Wherever "sans" occurs in the entries, copy the line that holds it.

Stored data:
::::::::::

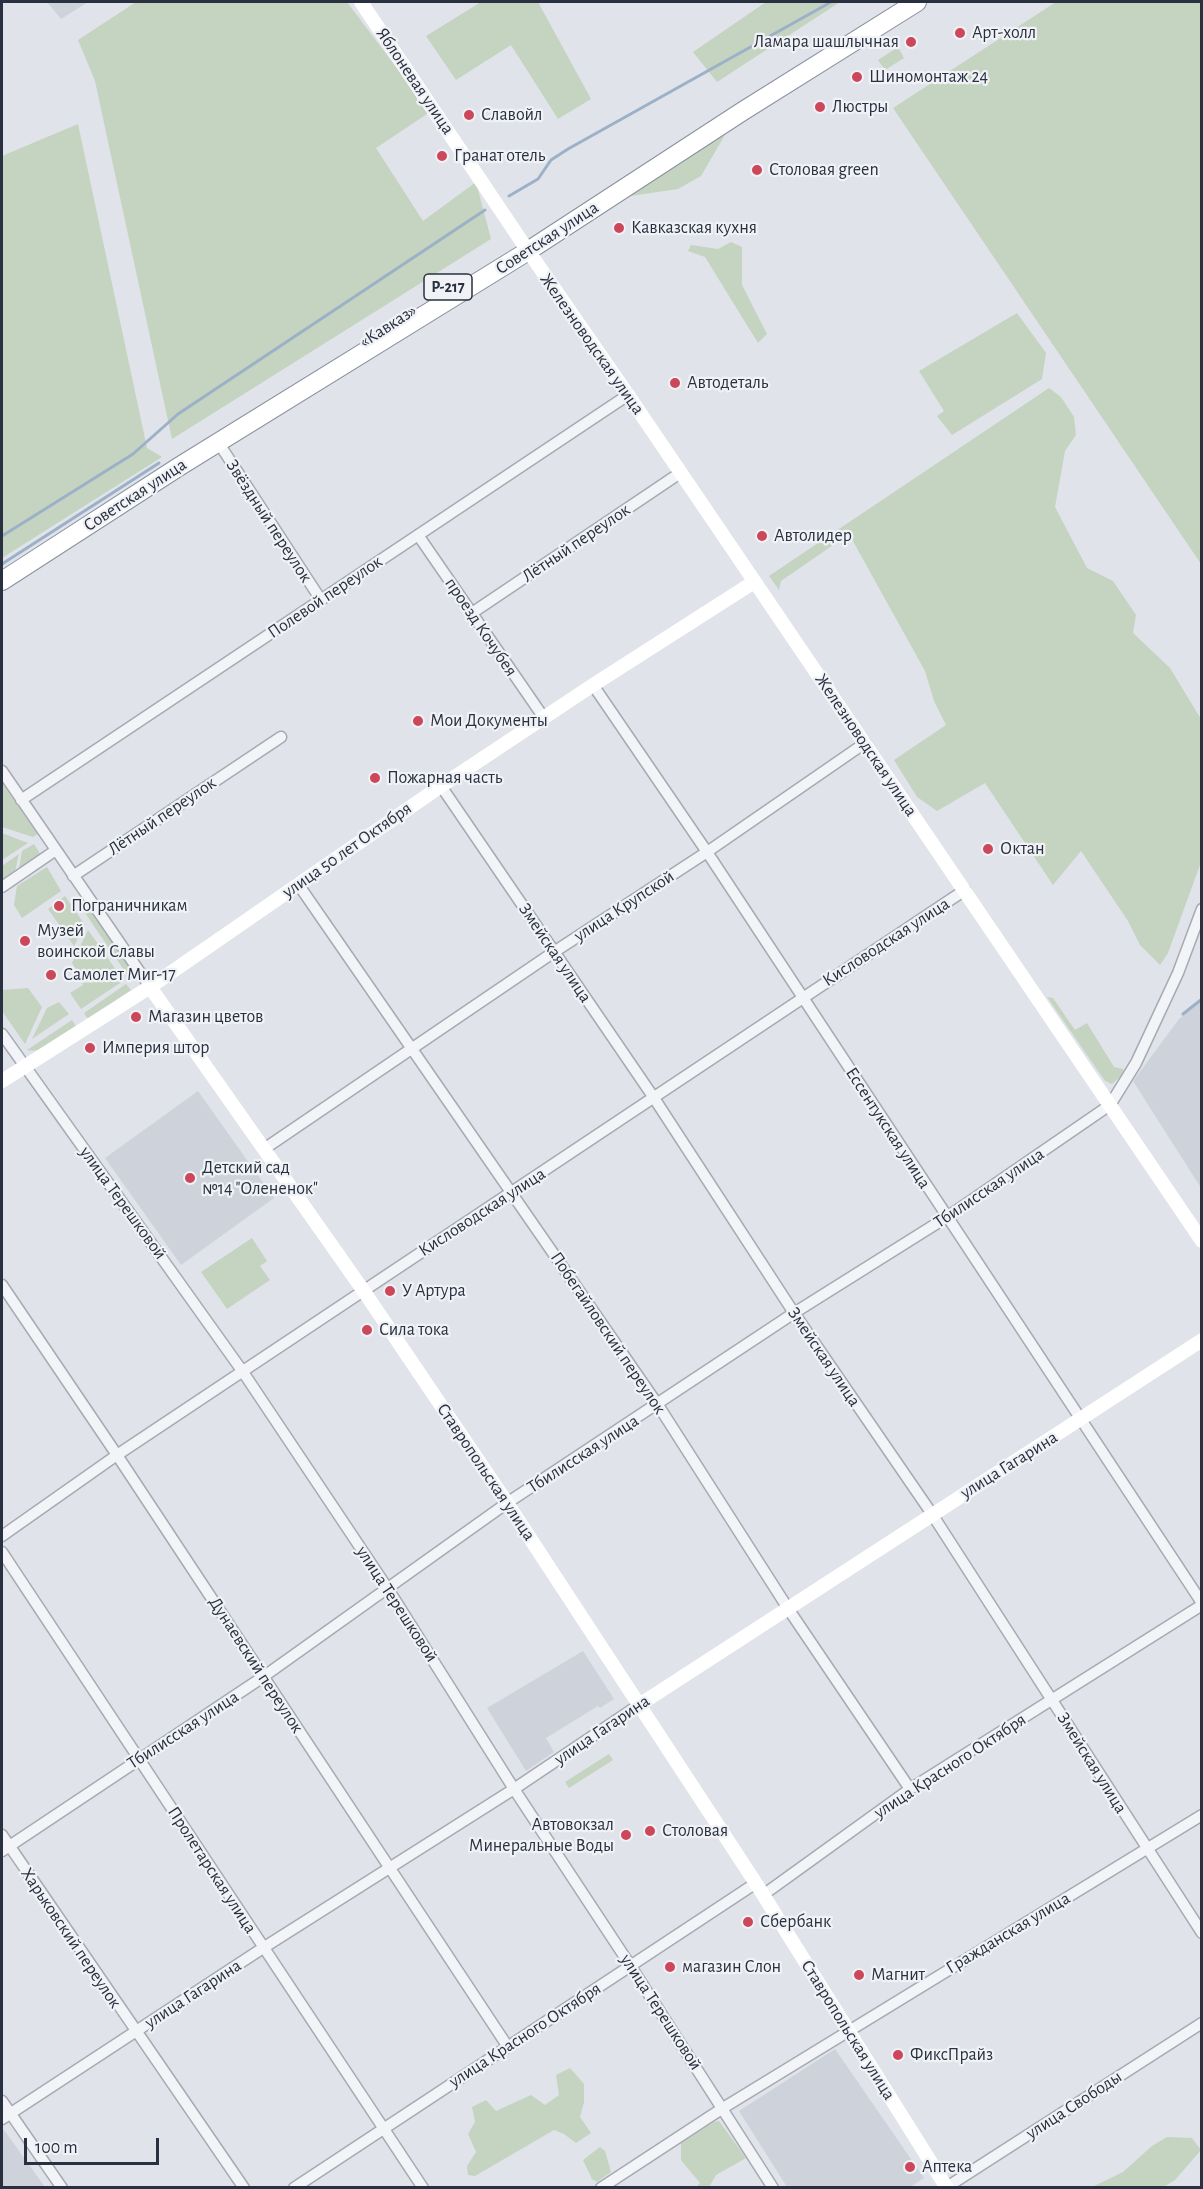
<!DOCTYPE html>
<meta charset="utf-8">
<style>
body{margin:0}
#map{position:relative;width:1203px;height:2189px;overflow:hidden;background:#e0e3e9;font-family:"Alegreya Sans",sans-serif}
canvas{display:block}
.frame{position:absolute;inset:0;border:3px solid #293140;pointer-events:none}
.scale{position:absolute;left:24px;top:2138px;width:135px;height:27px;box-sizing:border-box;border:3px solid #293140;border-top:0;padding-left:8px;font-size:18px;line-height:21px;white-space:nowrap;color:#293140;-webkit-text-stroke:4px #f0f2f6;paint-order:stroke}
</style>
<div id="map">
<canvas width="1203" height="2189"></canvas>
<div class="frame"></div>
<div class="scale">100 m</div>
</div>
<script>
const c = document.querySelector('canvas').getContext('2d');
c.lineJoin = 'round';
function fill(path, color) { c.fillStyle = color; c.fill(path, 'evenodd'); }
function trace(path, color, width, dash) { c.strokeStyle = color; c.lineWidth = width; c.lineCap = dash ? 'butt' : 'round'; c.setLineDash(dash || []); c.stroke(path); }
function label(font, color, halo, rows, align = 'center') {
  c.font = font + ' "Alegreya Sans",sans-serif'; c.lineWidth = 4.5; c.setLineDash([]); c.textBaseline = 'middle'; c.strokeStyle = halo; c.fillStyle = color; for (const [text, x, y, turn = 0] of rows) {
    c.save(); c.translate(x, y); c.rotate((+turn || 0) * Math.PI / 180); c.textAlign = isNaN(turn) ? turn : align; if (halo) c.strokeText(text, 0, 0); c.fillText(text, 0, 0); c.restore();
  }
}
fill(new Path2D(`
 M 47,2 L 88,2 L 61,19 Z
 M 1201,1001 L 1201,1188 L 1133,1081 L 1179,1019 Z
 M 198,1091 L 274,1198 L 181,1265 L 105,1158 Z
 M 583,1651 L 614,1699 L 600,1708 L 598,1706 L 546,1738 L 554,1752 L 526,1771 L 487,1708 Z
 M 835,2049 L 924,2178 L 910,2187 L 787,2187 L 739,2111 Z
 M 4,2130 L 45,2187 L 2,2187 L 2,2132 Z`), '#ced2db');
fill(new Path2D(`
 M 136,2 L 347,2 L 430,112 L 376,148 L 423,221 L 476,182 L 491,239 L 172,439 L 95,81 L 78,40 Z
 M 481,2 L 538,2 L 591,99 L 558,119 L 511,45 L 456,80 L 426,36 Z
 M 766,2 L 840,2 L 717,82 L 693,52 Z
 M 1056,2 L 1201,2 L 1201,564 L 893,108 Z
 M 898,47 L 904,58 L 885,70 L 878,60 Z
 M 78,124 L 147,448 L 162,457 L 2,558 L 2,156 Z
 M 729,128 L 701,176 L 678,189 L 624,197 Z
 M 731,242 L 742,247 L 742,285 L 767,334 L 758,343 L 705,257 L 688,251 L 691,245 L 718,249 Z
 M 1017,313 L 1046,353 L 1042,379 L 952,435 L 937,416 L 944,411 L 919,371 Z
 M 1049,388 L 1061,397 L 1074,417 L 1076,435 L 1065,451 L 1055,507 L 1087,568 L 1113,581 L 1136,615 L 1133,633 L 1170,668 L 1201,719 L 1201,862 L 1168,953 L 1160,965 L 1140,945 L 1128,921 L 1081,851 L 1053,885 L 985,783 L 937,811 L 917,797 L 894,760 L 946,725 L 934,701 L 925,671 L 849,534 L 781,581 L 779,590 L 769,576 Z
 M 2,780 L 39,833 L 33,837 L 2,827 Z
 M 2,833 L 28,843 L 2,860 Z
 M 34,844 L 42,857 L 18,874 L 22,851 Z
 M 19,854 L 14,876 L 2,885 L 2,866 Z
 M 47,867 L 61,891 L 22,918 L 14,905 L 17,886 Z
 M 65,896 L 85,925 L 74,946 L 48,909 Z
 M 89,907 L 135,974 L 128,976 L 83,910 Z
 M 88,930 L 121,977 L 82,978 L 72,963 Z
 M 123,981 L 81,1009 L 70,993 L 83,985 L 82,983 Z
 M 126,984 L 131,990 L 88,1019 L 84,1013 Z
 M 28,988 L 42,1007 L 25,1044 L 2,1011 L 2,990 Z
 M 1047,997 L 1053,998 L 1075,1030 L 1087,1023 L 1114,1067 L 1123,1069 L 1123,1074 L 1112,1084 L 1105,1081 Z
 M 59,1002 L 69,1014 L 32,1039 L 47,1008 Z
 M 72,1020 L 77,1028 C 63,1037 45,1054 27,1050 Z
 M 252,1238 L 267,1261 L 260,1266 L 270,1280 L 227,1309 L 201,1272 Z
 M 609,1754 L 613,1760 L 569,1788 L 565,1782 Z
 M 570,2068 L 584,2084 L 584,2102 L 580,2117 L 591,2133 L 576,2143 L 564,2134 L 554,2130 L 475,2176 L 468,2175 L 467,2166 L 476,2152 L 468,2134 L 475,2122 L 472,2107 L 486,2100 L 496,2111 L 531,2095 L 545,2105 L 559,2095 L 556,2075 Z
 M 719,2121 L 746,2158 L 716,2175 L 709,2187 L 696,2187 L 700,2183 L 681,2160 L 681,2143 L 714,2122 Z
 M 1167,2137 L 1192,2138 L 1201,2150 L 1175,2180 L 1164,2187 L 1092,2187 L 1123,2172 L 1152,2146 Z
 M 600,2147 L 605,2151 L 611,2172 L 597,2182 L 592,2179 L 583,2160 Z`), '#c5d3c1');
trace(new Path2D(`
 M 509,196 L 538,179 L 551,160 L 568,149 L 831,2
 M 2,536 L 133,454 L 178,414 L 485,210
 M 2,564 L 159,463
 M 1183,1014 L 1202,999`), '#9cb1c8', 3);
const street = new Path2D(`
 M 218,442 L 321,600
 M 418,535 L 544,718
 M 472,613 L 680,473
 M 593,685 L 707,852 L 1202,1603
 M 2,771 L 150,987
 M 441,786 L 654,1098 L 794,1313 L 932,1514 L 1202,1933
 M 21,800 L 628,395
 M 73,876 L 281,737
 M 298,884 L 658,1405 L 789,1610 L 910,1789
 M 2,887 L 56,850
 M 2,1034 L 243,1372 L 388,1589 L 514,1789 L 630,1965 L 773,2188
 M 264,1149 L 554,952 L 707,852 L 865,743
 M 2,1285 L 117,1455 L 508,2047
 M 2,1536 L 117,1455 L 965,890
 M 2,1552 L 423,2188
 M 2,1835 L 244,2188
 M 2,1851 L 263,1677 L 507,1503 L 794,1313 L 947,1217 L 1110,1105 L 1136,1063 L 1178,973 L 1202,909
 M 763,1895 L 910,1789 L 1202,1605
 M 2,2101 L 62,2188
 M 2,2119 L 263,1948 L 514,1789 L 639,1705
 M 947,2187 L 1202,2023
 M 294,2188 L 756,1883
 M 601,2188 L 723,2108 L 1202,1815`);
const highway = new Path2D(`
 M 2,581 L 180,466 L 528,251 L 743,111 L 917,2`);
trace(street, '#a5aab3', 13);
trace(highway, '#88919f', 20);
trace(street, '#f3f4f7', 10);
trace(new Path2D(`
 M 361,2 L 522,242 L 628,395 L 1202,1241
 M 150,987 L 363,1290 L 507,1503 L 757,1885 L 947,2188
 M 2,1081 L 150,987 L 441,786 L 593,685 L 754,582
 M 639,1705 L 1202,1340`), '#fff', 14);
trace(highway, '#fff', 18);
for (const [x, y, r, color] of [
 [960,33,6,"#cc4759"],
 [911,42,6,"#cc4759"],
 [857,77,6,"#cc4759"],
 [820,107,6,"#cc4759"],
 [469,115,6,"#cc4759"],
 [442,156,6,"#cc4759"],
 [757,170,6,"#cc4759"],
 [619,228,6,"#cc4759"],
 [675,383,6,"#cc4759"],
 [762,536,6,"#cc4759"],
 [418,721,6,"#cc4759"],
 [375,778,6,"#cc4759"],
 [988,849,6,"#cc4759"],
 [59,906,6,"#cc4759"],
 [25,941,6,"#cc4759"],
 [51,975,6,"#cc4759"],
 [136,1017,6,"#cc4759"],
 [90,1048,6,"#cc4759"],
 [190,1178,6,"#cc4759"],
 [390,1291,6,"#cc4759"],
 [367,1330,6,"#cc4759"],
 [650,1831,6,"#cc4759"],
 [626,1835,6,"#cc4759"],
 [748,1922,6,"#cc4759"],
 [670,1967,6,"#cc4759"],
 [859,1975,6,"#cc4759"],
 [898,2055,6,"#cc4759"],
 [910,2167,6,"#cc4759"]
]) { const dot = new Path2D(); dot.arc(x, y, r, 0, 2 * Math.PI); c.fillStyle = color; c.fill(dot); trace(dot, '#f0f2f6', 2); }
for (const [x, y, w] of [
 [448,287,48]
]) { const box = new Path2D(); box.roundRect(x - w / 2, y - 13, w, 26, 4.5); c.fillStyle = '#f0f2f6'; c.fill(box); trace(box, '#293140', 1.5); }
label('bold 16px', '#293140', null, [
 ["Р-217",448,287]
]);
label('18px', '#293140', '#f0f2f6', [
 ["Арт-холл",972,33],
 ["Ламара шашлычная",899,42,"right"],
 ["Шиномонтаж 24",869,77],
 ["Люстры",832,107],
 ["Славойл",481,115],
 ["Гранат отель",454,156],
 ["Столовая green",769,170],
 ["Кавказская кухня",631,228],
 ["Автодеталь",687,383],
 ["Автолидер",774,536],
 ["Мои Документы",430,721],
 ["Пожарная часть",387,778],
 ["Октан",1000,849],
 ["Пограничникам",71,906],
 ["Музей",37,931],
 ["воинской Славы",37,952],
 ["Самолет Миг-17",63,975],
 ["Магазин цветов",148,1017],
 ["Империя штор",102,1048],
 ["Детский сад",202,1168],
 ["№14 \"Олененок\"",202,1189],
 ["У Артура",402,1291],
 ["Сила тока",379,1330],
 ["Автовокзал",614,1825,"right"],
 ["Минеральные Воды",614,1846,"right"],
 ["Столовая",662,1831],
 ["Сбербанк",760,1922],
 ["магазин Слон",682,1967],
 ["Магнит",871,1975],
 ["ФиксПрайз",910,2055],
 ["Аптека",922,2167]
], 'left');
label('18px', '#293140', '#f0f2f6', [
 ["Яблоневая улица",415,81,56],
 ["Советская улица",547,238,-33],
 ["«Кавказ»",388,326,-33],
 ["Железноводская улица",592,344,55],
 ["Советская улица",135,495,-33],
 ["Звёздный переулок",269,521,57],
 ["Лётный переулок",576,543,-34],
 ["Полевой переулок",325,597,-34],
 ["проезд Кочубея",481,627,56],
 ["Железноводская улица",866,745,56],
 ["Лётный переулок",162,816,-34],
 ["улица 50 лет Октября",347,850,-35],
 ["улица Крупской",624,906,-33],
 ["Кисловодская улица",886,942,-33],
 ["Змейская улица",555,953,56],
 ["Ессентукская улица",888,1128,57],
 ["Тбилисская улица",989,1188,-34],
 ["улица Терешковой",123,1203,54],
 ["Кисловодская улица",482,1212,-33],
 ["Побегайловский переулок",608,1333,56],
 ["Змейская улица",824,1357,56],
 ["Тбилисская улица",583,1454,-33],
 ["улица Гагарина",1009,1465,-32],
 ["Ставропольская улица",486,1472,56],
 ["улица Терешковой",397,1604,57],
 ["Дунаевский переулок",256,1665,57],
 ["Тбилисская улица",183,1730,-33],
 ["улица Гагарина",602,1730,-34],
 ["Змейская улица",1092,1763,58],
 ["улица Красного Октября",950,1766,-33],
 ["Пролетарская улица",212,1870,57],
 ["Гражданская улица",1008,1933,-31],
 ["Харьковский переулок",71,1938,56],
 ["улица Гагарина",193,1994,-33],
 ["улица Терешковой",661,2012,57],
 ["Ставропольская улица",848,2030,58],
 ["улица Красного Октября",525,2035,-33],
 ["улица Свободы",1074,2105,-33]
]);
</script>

::::::::::

**EXERCISE RESPONSE:**
#map{position:relative;width:1203px;height:2189px;overflow:hidden;background:#e0e3e9;font-family:"Alegreya Sans",sans-serif}
  c.font = font + ' "Alegreya Sans",sans-serif'; c.lineWidth = 4.5; c.setLineDash([]); c.textBaseline = 'middle'; c.strokeStyle = halo; c.fillStyle = color; for (const [text, x, y, turn = 0] of rows) {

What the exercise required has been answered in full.